Scientist urges government to invest in climate change

By: Mariama Njie

Dr Nfamara K. Dampha director of HELP-Gambia, and currently working as a Climate Change Consultant with the World Bank Group based in Minnesota, USA has urged the government of The Gambia and relevant stakeholders to invest on climate change as studies indicate that the city of Banjul will be lost by 2050 due to rising sea level if nothing is done.

“The government and relevant stakeholders should invest on climate change by rebuilding soft-infrastructure (nature-based solutions), strengthening hard-infrastructure systems (grey engineering solutions), and creating gainful employment opportunities for youth and women in coastal industries, including but not limited to sustainable capture fisheries, aquaculture development.

In terms of nature-based solutions, he said the government and civil society organizations should work with communities to plant more mangroves for shoreline protection and restoration. Similarly, the government and its development stakeholders need to significantly invest in hard infrastructure solutions (example revetments and seawalls) to protect our only capital city, Banjul, by 2050,” he said.

“If we don’t have the resources to do so, we ought to immediately compare protection costs and benefits to the costs and benefits of building a new climate-smart capital city at a strategic location. As done elsewhere, whichever has a larger net benefit to society should be the government’s priority. How do we know net benefit (i.e., the cost-benefit differences)? A well-funded scientific study commission by the government and its development partners will resolve the debate on whether to focus on protecting Banjul now or start building a new capital city,” he added.

“I designed a contingent valuation (CV) survey method, with assistance from UTG social science students, to elicit willingness-to-pay for improved coastal protection in The Gambia in 2018. My findings reveal that 90% of Gambians and 88% of non-Gambians express a positive willingness to pay for improved coastal protection,” Dr Dampha revealed.

Meanwhile, he said the aggregate welfare value of society’s willingness to pay for improved coastal protection along the Senegambia beach area stands at US$14.5 million (D668 million). Given the overall project cost of US$13 million from Coates and Manneh, 2015 for protecting the same beach area.

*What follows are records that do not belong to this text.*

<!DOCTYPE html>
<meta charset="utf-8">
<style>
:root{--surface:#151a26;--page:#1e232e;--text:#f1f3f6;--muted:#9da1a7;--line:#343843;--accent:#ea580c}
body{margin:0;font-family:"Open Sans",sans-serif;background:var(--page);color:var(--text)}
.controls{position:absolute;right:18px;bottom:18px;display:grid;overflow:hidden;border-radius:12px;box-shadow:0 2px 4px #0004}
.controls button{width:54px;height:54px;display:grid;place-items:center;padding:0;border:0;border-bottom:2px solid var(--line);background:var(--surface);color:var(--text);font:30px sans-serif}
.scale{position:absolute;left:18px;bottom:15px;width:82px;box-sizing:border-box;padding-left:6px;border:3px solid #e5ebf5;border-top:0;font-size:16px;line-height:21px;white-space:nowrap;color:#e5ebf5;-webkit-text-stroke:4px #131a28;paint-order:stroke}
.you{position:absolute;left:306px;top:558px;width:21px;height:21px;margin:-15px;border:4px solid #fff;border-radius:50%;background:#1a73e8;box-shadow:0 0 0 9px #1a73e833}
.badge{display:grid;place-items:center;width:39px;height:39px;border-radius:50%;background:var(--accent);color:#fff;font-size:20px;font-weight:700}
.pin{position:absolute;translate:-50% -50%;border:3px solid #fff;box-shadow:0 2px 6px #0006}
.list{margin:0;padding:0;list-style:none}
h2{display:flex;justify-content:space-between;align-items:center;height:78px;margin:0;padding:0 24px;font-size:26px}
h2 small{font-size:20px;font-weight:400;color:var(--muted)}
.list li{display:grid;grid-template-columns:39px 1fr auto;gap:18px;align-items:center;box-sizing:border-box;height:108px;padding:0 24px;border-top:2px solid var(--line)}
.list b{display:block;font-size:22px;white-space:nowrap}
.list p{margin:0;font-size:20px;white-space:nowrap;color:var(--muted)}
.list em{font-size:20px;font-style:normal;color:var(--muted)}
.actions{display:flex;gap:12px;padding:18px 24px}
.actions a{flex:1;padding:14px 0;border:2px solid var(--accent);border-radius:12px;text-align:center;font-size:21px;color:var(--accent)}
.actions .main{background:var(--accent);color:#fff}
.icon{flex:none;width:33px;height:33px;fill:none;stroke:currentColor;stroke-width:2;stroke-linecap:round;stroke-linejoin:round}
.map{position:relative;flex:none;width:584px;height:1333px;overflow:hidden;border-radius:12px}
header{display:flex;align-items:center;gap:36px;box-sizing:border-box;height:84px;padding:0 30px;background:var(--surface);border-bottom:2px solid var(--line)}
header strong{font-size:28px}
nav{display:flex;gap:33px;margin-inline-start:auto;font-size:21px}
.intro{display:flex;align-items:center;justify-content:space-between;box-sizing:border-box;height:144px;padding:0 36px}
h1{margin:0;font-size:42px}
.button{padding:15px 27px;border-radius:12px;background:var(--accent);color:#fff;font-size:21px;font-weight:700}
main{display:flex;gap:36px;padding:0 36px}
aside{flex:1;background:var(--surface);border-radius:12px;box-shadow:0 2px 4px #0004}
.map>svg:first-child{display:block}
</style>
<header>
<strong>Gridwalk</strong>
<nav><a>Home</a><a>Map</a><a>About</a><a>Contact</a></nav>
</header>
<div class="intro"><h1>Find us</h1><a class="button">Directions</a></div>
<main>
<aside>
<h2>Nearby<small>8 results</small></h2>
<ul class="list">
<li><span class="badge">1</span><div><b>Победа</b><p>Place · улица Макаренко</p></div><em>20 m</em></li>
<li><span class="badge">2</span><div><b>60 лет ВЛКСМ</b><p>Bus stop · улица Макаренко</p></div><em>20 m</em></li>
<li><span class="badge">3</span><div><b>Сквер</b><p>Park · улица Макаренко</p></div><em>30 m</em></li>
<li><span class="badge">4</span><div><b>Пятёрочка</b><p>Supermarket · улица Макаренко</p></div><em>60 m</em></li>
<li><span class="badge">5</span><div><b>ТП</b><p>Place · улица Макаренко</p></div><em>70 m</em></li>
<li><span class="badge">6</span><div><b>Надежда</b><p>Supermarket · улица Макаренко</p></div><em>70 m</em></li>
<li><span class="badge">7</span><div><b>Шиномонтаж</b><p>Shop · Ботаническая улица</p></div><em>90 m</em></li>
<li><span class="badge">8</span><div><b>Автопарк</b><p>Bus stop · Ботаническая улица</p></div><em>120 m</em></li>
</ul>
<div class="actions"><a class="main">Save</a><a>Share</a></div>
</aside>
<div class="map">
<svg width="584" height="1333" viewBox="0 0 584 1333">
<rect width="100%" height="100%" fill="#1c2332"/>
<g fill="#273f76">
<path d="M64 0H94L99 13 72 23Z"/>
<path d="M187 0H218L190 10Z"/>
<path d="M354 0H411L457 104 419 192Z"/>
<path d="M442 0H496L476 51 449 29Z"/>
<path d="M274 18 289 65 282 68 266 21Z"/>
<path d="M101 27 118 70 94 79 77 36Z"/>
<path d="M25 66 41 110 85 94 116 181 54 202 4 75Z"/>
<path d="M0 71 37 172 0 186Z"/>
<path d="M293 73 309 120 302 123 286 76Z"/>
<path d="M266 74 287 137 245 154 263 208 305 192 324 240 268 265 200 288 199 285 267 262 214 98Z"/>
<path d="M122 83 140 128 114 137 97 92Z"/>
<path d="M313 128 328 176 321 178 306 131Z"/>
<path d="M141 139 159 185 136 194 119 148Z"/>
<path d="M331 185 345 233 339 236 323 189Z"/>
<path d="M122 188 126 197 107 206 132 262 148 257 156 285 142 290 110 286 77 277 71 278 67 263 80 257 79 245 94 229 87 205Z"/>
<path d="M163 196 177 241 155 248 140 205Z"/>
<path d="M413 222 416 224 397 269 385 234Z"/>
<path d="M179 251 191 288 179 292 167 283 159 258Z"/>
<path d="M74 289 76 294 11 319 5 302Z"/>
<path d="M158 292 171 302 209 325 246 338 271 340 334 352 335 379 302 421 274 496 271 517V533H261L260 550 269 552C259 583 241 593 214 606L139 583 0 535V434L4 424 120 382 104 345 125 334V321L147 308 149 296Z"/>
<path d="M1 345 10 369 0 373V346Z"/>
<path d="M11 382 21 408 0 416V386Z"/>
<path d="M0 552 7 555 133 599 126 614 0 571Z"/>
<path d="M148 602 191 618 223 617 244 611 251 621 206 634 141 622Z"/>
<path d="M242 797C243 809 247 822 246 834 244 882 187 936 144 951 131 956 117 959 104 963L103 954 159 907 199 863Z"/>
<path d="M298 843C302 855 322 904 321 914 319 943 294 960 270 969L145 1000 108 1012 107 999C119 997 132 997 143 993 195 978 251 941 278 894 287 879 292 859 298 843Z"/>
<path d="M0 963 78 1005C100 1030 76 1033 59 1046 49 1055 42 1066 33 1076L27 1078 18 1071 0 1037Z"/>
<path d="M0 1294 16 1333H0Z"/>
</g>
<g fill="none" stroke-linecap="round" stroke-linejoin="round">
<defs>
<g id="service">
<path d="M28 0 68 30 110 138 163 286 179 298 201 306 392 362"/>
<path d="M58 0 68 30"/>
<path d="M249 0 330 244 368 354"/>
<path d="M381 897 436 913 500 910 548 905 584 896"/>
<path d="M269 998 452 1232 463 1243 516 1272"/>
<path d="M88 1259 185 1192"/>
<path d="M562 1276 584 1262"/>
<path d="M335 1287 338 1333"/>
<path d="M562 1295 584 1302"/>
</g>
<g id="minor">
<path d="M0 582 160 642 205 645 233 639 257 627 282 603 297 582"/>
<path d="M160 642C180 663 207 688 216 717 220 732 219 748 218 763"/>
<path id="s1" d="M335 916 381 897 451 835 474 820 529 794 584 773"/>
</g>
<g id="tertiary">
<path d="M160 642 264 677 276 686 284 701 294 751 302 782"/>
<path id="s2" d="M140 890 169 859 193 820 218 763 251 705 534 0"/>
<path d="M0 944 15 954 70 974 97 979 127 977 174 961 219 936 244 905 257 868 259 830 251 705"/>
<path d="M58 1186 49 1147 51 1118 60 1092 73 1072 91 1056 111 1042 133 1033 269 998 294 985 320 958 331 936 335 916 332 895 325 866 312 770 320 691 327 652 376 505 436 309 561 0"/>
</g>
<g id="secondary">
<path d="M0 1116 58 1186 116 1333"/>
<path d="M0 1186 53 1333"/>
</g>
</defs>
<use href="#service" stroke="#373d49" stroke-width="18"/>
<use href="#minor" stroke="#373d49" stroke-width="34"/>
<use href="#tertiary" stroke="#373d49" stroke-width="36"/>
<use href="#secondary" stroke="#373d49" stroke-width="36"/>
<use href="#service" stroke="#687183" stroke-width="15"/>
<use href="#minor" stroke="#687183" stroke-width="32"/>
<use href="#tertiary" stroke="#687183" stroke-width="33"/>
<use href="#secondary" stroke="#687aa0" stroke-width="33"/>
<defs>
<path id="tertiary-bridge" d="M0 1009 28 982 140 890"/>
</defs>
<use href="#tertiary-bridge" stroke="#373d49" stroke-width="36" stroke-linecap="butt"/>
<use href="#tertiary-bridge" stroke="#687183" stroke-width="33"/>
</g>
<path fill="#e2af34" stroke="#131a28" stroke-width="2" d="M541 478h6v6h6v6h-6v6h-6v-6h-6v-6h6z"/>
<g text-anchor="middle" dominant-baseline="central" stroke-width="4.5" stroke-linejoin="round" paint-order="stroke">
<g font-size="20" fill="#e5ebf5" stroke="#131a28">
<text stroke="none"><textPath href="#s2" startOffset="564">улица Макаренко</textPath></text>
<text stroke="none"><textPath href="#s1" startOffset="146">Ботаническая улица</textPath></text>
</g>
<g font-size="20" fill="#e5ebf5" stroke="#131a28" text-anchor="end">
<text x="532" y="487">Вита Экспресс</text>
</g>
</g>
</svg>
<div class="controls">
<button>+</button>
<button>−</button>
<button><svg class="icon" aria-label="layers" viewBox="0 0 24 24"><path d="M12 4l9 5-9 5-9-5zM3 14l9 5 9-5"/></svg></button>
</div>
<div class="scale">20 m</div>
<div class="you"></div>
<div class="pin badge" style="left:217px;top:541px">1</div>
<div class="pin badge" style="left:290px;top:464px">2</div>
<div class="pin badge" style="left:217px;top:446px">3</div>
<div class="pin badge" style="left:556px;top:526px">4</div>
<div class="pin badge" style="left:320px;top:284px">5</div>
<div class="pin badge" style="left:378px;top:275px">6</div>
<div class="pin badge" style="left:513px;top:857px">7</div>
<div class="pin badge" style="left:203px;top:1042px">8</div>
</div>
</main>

According to him, his cost-benefit analysis result generates a positive net present value, meaning my conclusions support the government’s investment of public funds to protect the coastline against climate change impacts such as coastal erosion and loss of critical public and private infrastructure along the shoreline. Obviously, the absence of this project will affect youth employment, domestic and international tourism, and the national economy at large.

However, Since 1990s, The Gambia’s southwestern shoreline has been gradually and recently severely affected by rising sea-level due to global warming effects.

“We know that a meter rise in sea levels is very likely under the IPCC’s Representative Concentration Pathway (RCP) scenarios 6.0 and 8.5 (IPCC, 2007). According to Bijl (2011), the computed present erosion rate in front of Senegambia, for example, is of the order of 3 m/yr. Several studies agree that the erosion rate of the beach has been threatening tourism infrastructure, undermining hotel guest access to the beaches, and harmfully affecting Gambians who directly obtain their livelihood sources from these areas. Without any integrated coastal zone adaptation strategy, significant assets such as accommodation houses, beach bars, gardens, and swimming pools would be lost along the shorefront.